Originally, I want to show that following statement.
Let $F$ be a field. $GL_n(F)$ has a composition series if and only if $F$ is finite.
Here is my approach. In this, I assumed that the existence of refinement of group that has a composition series.
If $F$ is finite, then $GL_n(F)$ is also finite so has a composition series. Suppose $F$ is infinite field but $GL_n(F)$ has a composition series. Consider the refinement of subnormal series $$ 1 \leq SL_n(F) \leq GL_n(F). $$ Let $$ SL_n(F) \leq N_1 \leq \cdots \leq N_m = GL_n(F) $$ is the part of the refinement. From this we have a subnormal series of $GL_n(F)/SL_n(F)$, that is, $$ SL_n(F)/SL_n(F) \leq N_1/SL_n(F) \leq \cdots \leq N_m/SL_n(F) = GL_n(F)/SL_n(F). $$ Note that this is also a composition series by the third isomorphism theorem. Since $GL_n(F)/SL_n(F)$ is isomorphic to $F^{\times}$, we conclude that $F^{\times}$ is also has a composition series, which is contradict to the assumption $F$ is infinite. Therefore $GL_n(F)$ cannot have a composition series.
So I want to know that my assumption is true, and if it is true, how prove it. I'm very happy if you let me know.
Moreover pointing out the errors in the proof in the 'box' will be welcome.
I think you need to note that an abelian group with a finite composition series is finite, by noting that simple abelian groups are cyclic of prime order. This justifies the final contradiction.

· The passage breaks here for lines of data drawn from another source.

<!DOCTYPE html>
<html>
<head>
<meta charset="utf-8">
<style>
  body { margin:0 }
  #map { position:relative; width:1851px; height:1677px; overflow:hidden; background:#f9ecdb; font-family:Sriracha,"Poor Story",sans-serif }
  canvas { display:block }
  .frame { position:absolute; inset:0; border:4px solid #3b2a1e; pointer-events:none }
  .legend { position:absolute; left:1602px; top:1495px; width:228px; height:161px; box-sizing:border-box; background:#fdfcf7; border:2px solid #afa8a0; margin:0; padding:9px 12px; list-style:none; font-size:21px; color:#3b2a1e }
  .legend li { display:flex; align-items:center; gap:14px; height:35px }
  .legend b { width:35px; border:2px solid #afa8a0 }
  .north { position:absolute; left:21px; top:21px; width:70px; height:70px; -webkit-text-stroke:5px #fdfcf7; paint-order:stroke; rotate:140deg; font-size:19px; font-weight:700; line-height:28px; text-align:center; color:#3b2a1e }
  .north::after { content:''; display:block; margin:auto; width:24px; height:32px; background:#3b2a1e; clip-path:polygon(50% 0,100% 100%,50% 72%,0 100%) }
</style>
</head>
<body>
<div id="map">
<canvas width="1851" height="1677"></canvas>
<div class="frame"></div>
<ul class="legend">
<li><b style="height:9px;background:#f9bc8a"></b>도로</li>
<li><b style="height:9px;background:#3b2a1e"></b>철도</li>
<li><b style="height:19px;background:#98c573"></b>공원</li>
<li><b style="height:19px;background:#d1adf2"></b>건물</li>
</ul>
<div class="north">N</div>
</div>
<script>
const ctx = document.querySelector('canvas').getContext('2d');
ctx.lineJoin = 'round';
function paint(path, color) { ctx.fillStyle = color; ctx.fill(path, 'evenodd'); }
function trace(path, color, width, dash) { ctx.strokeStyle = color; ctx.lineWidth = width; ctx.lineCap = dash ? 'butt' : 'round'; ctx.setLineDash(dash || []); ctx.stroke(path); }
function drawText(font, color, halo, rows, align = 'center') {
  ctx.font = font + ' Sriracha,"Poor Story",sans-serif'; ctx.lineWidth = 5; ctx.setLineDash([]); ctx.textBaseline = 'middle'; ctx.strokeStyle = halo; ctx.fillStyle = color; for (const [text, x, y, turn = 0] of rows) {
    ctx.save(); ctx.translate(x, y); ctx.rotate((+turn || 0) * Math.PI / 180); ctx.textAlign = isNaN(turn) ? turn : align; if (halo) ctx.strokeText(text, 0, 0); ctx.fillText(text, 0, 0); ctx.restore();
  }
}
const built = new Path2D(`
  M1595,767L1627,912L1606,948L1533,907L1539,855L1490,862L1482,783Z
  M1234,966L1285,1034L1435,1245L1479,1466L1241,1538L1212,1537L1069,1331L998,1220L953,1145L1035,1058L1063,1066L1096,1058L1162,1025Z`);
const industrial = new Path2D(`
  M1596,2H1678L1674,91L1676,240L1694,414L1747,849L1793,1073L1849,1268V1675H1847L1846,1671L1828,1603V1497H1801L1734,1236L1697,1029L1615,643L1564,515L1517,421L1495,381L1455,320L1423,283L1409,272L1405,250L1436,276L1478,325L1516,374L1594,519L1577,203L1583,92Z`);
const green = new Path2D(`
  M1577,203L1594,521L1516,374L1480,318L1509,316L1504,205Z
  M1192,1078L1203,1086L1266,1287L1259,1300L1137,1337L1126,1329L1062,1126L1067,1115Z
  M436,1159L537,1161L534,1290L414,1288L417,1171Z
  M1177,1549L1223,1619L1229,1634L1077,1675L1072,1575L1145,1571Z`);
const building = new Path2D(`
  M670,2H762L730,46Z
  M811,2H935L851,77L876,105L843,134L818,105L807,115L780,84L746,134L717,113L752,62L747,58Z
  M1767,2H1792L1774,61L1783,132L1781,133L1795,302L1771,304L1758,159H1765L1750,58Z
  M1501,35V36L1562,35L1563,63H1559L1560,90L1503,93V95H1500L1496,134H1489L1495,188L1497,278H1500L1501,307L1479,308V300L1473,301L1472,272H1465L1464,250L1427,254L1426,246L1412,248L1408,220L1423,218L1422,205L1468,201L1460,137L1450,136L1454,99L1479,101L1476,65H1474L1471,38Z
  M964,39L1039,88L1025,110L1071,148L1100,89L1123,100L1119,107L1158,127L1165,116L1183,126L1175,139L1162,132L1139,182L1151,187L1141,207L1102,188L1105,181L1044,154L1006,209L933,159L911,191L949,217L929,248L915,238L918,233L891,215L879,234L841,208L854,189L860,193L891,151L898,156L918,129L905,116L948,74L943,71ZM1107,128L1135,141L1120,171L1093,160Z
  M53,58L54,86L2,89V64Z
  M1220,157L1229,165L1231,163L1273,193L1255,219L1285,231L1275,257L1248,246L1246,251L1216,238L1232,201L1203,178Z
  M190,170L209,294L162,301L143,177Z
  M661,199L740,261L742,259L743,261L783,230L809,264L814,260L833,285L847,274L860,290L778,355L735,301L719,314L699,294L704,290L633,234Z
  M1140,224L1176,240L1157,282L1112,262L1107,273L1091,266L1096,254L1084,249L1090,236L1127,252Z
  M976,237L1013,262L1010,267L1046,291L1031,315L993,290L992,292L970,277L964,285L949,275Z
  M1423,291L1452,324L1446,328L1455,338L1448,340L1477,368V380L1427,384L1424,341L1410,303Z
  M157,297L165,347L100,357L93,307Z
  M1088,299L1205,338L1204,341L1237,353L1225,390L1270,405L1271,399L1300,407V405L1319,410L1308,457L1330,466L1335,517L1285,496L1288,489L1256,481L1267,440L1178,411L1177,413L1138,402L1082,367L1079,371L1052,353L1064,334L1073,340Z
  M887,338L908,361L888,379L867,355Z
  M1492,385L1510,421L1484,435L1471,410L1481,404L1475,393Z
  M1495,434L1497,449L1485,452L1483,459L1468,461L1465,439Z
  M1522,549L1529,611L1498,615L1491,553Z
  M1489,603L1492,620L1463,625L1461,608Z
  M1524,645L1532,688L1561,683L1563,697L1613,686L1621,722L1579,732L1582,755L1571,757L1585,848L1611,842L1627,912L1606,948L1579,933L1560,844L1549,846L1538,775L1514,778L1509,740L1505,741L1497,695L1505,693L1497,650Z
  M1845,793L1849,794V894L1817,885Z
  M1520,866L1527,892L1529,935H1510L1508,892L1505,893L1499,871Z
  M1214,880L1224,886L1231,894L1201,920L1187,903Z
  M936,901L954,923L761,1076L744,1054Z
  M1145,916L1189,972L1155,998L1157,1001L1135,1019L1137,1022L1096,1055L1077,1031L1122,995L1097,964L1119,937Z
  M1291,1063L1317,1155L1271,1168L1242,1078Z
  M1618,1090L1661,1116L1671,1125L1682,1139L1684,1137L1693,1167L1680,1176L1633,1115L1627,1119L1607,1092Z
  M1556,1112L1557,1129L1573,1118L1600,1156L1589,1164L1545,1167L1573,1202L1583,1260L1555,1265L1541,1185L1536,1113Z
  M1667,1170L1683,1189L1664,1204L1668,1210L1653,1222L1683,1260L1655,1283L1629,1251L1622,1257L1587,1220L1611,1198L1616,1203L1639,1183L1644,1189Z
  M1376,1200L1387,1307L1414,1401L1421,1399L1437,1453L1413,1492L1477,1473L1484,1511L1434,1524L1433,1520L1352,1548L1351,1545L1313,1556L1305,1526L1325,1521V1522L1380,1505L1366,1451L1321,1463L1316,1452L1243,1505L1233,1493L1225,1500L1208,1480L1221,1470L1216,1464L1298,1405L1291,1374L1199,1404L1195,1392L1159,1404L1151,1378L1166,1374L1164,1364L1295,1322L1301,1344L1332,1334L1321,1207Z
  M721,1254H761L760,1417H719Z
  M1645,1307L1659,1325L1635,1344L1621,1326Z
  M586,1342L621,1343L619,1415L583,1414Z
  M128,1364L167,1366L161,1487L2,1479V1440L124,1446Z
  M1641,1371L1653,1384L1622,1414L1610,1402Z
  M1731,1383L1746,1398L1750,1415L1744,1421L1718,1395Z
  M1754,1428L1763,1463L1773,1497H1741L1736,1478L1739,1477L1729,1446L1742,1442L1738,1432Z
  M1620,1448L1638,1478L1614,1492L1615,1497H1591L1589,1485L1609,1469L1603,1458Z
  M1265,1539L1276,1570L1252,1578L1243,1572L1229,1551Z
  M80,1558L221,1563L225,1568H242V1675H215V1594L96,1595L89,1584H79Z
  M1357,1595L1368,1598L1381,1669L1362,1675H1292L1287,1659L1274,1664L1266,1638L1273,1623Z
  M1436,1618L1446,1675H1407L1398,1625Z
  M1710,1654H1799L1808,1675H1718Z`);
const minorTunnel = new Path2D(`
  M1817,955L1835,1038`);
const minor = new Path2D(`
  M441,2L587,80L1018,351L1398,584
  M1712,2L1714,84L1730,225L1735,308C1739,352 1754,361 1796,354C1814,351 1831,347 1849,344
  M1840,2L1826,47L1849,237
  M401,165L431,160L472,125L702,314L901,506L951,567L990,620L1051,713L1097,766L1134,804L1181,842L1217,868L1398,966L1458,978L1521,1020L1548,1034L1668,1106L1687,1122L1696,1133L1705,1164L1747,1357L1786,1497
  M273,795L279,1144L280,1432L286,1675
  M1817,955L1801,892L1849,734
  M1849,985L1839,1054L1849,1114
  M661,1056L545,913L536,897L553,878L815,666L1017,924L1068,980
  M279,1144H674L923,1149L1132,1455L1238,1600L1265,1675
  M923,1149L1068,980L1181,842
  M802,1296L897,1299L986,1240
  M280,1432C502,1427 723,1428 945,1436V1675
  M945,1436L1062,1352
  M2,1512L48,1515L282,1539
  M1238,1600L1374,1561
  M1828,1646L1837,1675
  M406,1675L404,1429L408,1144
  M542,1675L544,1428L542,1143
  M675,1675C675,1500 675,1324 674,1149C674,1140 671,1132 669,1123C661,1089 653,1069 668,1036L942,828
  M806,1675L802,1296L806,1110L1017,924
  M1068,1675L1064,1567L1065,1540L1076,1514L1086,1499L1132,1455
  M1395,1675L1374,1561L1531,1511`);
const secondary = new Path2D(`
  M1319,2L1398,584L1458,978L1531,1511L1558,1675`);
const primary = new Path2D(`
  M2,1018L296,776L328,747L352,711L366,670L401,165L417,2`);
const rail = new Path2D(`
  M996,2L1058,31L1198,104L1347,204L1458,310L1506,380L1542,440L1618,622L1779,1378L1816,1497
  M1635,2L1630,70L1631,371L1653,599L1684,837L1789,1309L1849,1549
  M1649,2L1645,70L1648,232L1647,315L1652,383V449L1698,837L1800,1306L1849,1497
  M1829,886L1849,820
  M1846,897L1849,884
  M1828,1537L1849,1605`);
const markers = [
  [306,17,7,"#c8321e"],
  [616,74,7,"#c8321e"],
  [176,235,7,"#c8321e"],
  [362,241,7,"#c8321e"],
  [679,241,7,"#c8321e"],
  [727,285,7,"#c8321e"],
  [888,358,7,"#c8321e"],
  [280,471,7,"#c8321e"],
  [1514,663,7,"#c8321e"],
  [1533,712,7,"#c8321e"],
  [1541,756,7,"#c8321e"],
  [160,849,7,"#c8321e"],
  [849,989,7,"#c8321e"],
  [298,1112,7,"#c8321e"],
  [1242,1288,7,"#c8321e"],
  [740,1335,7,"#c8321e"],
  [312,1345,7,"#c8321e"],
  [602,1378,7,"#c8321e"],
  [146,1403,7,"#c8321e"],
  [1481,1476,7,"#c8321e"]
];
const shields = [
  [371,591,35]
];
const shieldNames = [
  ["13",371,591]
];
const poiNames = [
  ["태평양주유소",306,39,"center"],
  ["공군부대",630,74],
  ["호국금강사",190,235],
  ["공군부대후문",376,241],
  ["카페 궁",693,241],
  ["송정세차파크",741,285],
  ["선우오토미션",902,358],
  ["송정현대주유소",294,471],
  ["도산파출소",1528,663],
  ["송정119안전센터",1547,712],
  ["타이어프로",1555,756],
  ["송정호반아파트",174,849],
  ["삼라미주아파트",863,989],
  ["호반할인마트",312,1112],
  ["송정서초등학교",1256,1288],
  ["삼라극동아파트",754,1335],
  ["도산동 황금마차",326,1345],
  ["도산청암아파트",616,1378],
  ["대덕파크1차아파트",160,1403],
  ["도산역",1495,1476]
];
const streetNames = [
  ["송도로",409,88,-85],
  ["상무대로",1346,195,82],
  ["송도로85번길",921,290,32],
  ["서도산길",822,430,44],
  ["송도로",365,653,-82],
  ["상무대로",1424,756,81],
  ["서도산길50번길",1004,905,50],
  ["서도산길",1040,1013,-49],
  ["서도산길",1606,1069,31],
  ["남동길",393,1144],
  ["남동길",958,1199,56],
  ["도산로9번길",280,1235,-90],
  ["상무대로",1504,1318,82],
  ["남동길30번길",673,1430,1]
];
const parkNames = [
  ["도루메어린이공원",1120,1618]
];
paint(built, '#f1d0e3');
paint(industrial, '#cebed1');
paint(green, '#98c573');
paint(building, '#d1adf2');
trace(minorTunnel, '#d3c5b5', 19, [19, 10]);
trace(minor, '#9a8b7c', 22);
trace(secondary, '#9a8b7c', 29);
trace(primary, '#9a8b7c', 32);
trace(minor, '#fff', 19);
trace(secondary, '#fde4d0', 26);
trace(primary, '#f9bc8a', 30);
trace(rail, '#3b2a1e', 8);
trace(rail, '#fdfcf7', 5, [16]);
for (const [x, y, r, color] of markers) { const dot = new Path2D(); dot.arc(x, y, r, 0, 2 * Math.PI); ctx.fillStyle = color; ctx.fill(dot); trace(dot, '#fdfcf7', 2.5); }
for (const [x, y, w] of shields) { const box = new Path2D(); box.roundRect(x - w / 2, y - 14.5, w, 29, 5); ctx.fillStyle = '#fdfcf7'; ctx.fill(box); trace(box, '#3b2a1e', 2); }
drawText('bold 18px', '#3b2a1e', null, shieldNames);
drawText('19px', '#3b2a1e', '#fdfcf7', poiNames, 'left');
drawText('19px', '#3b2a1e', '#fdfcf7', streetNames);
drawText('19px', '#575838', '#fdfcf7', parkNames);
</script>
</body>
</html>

To justify passing to the quotient, suppose $G$ has a finite composition series $1 = H_0 \leq \cdots \leq H_r =G$ and $N$ is a normal subgroup of $G$. Consider the series $N=H_0 N \leq \cdots \leq H_r N = G$. Then each subquotient $H_i N/H_{i-1} N \cong H_i / H_{i} \cap H_{i-1}N$ is either trivial or simple because $H_{i-1} \leq H_i \cap H_{i-1}N \leq H_i$. Thus $G/N$ has a finite composition series as well.